YOUR GOAL:
Hand back the entries exactly as written, minus every picture.

━━━━

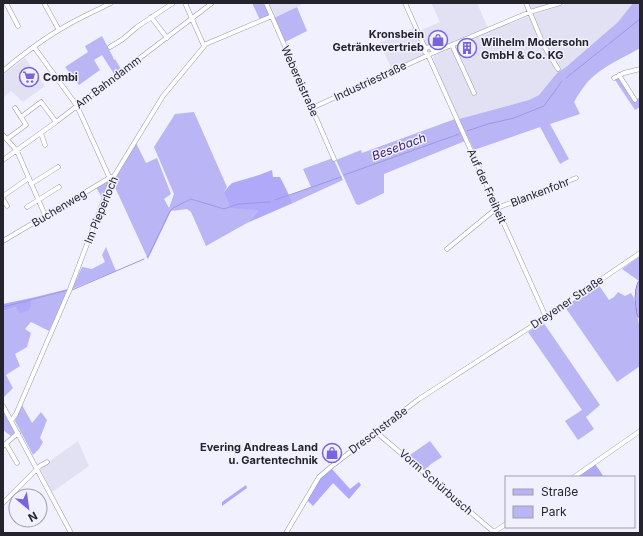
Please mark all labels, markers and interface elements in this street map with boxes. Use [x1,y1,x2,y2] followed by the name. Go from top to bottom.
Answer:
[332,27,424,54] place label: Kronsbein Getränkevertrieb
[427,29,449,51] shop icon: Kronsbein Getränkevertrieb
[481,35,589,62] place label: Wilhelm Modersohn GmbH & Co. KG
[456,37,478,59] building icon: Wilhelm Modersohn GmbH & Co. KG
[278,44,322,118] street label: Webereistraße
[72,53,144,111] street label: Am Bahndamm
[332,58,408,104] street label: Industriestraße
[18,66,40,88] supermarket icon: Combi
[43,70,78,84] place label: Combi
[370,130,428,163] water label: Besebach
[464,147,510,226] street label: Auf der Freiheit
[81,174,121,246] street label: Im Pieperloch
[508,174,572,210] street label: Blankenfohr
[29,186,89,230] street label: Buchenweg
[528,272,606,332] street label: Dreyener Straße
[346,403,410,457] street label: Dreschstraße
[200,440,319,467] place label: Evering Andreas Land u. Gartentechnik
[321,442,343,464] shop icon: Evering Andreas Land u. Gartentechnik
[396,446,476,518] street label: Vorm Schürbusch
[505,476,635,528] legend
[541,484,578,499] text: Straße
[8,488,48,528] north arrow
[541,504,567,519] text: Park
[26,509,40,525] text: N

━━━━

SOLUTION TO THE PROBLEM:
Please mark all labels, markers and interface elements in this street map with boxes. Use [x1,y1,x2,y2] followed by the name. Go from top to bottom.
Answer:
[332,27,424,54] place label: Kronsbein Getränkevertrieb
[427,29,449,51] shop icon: Kronsbein Getränkevertrieb
[481,35,589,62] place label: Wilhelm Modersohn GmbH & Co. KG
[456,37,478,59] building icon: Wilhelm Modersohn GmbH & Co. KG
[278,44,322,118] street label: Webereistraße
[72,53,144,111] street label: Am Bahndamm
[332,58,408,104] street label: Industriestraße
[18,66,40,88] supermarket icon: Combi
[43,70,78,84] place label: Combi
[370,130,428,163] water label: Besebach
[464,147,510,226] street label: Auf der Freiheit
[81,174,121,246] street label: Im Pieperloch
[508,174,572,210] street label: Blankenfohr
[29,186,89,230] street label: Buchenweg
[528,272,606,332] street label: Dreyener Straße
[346,403,410,457] street label: Dreschstraße
[200,440,319,467] place label: Evering Andreas Land u. Gartentechnik
[321,442,343,464] shop icon: Evering Andreas Land u. Gartentechnik
[396,446,476,518] street label: Vorm Schürbusch
[505,476,635,528] legend
[541,484,578,499] text: Straße
[8,488,48,528] north arrow
[541,504,567,519] text: Park
[26,509,40,525] text: N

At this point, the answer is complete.